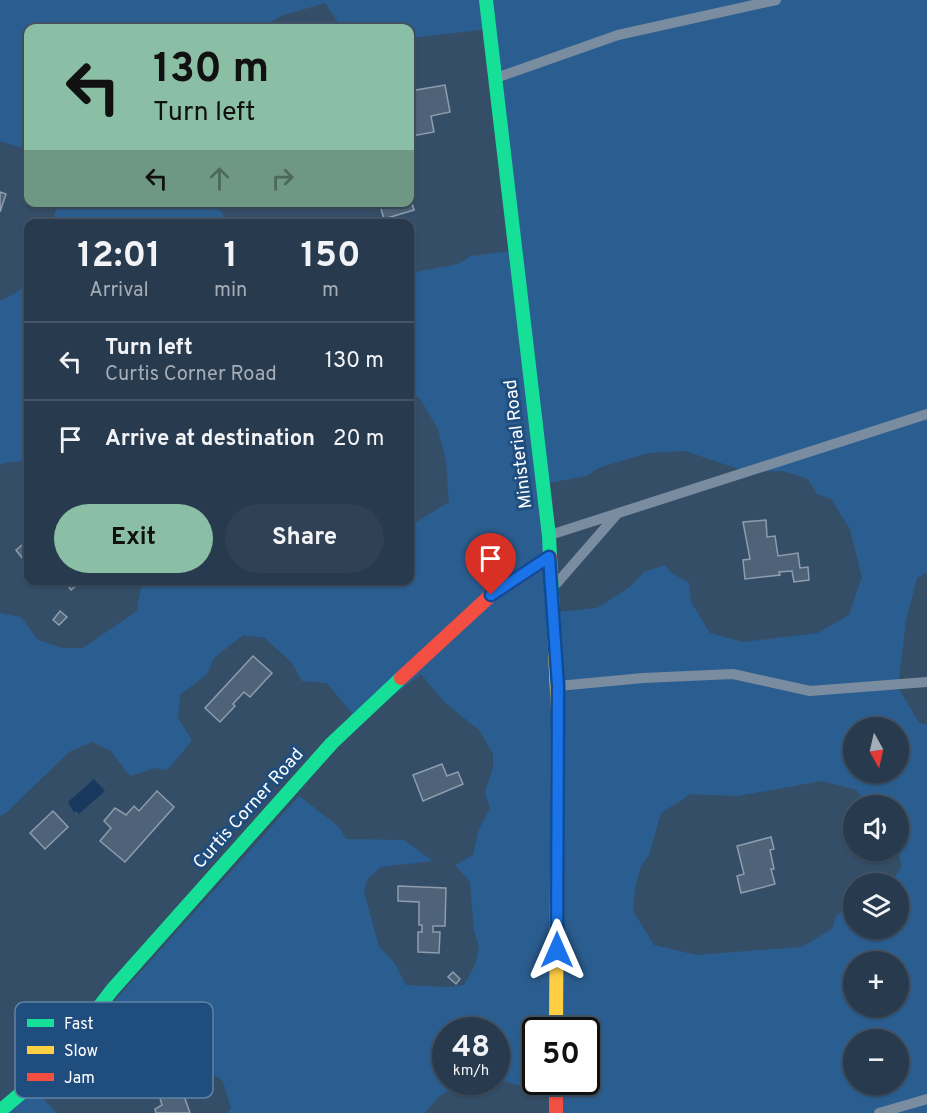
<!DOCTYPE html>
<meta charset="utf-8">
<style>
body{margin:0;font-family:Overpass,sans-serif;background:#304155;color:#f1f3f6;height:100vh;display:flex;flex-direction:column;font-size:22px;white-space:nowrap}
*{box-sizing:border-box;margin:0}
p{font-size:20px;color:#a5adb6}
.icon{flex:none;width:33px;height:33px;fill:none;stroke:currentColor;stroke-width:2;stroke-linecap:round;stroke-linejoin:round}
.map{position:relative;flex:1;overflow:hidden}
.side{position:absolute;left:24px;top:219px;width:390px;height:366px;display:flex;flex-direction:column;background:#283a4e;border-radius:12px;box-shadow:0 2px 4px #0004,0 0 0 2px #445466}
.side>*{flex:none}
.guide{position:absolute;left:24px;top:24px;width:390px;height:183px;border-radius:12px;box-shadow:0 2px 4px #0004,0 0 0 2px #445466;background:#8abfa5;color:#111;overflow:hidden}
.needle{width:39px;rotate:172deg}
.fabs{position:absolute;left:843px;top:717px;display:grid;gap:12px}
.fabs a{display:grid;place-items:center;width:66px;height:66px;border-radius:50%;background:#283a4e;box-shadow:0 2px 4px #0004,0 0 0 2px #445466;font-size:30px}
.speed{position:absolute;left:432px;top:1017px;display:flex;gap:12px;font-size:30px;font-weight:700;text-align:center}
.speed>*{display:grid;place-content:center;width:78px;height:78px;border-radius:50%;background:#283a4e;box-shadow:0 2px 4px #0004,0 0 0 2px #445466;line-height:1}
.speed small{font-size:15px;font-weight:400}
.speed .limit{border:3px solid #111;border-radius:9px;background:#fff;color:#111}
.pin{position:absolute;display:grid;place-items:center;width:51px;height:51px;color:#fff;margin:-62px -26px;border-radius:50% 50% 50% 0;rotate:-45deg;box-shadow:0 0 6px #0007}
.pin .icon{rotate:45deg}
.me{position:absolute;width:66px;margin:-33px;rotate:0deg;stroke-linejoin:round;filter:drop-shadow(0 0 4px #0008)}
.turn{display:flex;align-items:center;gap:21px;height:126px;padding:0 30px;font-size:27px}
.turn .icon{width:78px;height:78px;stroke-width:2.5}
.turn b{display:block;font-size:42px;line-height:51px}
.lanes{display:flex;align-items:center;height:57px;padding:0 30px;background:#0003;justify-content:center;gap:30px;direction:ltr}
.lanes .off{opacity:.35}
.eta{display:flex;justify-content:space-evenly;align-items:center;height:102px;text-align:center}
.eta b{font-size:36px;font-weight:700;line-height:42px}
.button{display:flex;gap:12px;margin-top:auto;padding:12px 30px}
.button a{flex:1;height:69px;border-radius:36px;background:#8abfa5;color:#111;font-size:24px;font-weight:700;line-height:69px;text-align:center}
.button a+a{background:#304155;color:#f1f3f6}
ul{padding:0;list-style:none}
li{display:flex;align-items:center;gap:18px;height:78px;padding:0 30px;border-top:2px solid #445466}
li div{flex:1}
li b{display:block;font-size:22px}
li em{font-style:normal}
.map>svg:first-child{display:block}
</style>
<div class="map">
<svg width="927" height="1113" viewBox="0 0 927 1113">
<rect width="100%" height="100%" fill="#354e68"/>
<!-- green -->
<path fill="#2b5e90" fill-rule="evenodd" d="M 0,0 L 927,0 L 927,572 L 917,578 L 906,621 L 898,687 L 919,723 L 927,725 L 927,1113 L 556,1113 L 554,1088 L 520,1086 L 497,1079 L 496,1030 L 446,1030 L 446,1082 L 468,1082 L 440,1095 L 425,1113 L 227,1113 L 231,1108 L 223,1081 L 191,1059 L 179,1057 L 141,1059 L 122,1069 L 82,1037 L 299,796 L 338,826 L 346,839 L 404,840 L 433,861 L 381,867 L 367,879 L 364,892 L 379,947 L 394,962 L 406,985 L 446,987 L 464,985 L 475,965 L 479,947 L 474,930 L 470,882 L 455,865 L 473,855 L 479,829 L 490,809 L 485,792 L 493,768 L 493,754 L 479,730 L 444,702 L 421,674 L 359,722 L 327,683 L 302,681 L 292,663 L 265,638 L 243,635 L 214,658 L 207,674 L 180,695 L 178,718 L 192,741 L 167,770 L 155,768 L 130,776 L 111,751 L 92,742 L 69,752 L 6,813 L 0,816 L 0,613 L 21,617 L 38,640 L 62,648 L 83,648 L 137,611 L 142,581 L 410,580 L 410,526 L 449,502 L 446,461 L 438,429 L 419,397 L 410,394 L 410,273 L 458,264 L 471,256 L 512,251 L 490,29 L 410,38 L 410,28 L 342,28 L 325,3 L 281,16 L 261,28 L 28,28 L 28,150 L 0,141 ZM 685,451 L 748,472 L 783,471 L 808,479 L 817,494 L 831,499 L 850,529 L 862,577 L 849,615 L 818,633 L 743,642 L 710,633 L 691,602 L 689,583 L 672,573 L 665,565 L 644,572 L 630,587 L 597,608 L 555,612 L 543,484 L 587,476 L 598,468 L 648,453 ZM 854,728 L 898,728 L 898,772 L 854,772 ZM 822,781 L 857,790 L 867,805 L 898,806 L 898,850 L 890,851 L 899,855 L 902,866 L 892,881 L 874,881 L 873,883 L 898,884 L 898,928 L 854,928 L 853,905 L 837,915 L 832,929 L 802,947 L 696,955 L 654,945 L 633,911 L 635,888 L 641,866 L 649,855 L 661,813 L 691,794 L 738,796 ZM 854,962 L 898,962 L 898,1006 L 854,1006 ZM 536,1030 L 586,1030 L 586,1082 L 536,1082 ZM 854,1040 L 898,1040 L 898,1084 L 854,1084 Z
M 58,203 L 214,203 L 230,223 L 52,223 Z
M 28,283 L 28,461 L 3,463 L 0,465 L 0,301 L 14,294 Z
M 34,1088 L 56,1113 L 2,1113 Z"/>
<!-- water -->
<path fill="#18395e" d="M 94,779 L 105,791 L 79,814 L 76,811 L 74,813 L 68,802 Z"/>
<!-- building -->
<path fill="#4e6378" stroke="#8e9dad" stroke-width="1.5" d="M 445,85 L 450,112 L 431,116 L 434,132 L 412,136 L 410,134 L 410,91 Z
M 0,192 L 6,194 L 0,212 Z
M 410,196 L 414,210 L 384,219 L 379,202 L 410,202 Z
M 766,520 L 767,537 L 775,536 L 778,556 L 798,553 L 800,568 L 808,567 L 809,580 L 794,582 L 792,571 L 779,572 L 780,575 L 745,579 L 743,560 L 750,559 L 743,522 Z
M 28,540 L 28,562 L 27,564 L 16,550 Z
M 64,580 L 83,580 L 71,590 Z
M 60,611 L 67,617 L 59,625 L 53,620 Z
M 253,656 L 272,673 L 250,697 L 244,692 L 233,704 L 235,706 L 220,722 L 205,708 Z
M 442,764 L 447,776 L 458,772 L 463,784 L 423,801 L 413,775 Z
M 157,791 L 174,807 L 125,862 L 100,841 L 111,828 L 104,821 L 115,808 L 126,815 L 134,806 L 139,811 Z
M 53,811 L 68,827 L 45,849 L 30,833 Z
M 771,837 L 774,849 L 770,850 L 774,869 L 771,869 L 775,884 L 741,893 L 737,876 L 744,874 L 737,846 Z
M 398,886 L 446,888 L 445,926 L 433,926 L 433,932 L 440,932 L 439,953 L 418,952 L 418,932 L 422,932 L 422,925 L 419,925 L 419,902 L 398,901 Z
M 453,972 L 460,979 L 456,984 L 448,977 Z
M 178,1079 L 190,1113 L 156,1113 L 155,1109 L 162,1105 L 156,1084 Z"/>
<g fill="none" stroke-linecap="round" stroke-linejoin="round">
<!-- lane -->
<path stroke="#7a8c9f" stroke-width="10" d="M 496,78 L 618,35 L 776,0
M 550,535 L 927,414
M 557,583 L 618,513
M 558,686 L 643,678 L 733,674 L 810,691 L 927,682
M 879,1113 L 927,1099"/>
<!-- fast -->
<path stroke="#16e098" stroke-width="14" d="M 486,0 L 549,536 L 555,652
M 0,1111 L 45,1073 L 62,1055 L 112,990 L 332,743 L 401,678"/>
<!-- slow -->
<path stroke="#ffcf43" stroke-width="14" d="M 555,652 L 558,712 L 556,1030"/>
<!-- jam -->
<path stroke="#f24e42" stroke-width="14" d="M 401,678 L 491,595 L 550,557
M 556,1082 L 556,1113"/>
</g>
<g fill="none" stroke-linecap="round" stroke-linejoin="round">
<!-- route casing -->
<g stroke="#114b97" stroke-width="15">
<path id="route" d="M 491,595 L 549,557 L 558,686 L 557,950"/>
</g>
<!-- route -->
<use href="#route" stroke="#1a73e8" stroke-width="10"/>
</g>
<g text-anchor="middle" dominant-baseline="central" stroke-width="6" stroke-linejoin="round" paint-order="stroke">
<!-- street labels -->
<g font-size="18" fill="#fff" stroke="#1f4d7e">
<text transform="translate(519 444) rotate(-97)">Ministerial Road</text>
<text transform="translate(249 809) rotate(-48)">Curtis Corner Road</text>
</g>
</g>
<!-- legend -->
<rect x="15" y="1002" width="198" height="96" rx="9" fill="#1f4d7e" stroke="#6282a5" stroke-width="1.5"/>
<rect x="27" y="1019" width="27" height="8" fill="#16e098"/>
<rect x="27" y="1046" width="27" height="8" fill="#ffcf43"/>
<rect x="27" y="1073" width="27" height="8" fill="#f24e42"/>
<g font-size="16" fill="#fff">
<text x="64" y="1029">Fast</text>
<text x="64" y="1056">Slow</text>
<text x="64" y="1083">Jam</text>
</g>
</svg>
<div class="fabs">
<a><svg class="needle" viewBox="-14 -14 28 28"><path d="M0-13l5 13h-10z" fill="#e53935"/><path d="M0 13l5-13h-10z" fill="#a5adb6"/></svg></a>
<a><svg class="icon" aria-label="sound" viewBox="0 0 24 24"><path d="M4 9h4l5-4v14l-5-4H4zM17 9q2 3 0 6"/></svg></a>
<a><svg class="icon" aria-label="layers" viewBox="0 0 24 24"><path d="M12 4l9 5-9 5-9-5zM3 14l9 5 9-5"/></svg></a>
<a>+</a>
<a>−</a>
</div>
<div class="speed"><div>48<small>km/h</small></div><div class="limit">50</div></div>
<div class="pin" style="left:491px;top:595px;background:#d93025"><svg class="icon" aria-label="arrive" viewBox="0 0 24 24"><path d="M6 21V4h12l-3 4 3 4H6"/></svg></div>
<svg class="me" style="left:557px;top:950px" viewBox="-20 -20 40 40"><path d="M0-17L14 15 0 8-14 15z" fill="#1a73e8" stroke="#fff" stroke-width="4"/></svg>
<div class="guide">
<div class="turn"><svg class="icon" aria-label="left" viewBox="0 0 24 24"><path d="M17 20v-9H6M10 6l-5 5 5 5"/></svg><div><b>130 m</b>Turn left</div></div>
<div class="lanes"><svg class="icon" aria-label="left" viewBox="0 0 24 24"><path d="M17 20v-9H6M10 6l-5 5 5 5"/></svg><svg class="icon off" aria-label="ahead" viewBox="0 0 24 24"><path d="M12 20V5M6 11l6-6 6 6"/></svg><svg class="icon off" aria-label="right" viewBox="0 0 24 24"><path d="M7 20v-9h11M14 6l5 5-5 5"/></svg></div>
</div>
<section class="side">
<div class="eta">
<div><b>12:01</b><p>Arrival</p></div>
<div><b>1</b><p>min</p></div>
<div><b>150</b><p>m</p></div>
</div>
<ul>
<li><svg class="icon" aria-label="left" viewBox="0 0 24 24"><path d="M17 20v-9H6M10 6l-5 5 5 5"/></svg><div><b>Turn left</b><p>Curtis Corner Road</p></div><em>130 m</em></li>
<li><svg class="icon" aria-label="arrive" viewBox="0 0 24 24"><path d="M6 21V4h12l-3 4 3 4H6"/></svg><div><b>Arrive at destination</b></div><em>20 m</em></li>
</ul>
<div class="button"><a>Exit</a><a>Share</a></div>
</section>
</div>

══════════════════════════════

◆ **Activity**
Going back to the entries above, set down exactly the lines that begin at the one with "M 157,791 L" and end at the one with "549,536 L 555,652", both included, and nothing else.

◆ **Response**
M 157,791 L 174,807 L 125,862 L 100,841 L 111,828 L 104,821 L 115,808 L 126,815 L 134,806 L 139,811 Z
M 53,811 L 68,827 L 45,849 L 30,833 Z
M 771,837 L 774,849 L 770,850 L 774,869 L 771,869 L 775,884 L 741,893 L 737,876 L 744,874 L 737,846 Z
M 398,886 L 446,888 L 445,926 L 433,926 L 433,932 L 440,932 L 439,953 L 418,952 L 418,932 L 422,932 L 422,925 L 419,925 L 419,902 L 398,901 Z
M 453,972 L 460,979 L 456,984 L 448,977 Z
M 178,1079 L 190,1113 L 156,1113 L 155,1109 L 162,1105 L 156,1084 Z"/>
<g fill="none" stroke-linecap="round" stroke-linejoin="round">
<!-- lane -->
<path stroke="#7a8c9f" stroke-width="10" d="M 496,78 L 618,35 L 776,0
M 550,535 L 927,414
M 557,583 L 618,513
M 558,686 L 643,678 L 733,674 L 810,691 L 927,682
M 879,1113 L 927,1099"/>
<!-- fast -->
<path stroke="#16e098" stroke-width="14" d="M 486,0 L 549,536 L 555,652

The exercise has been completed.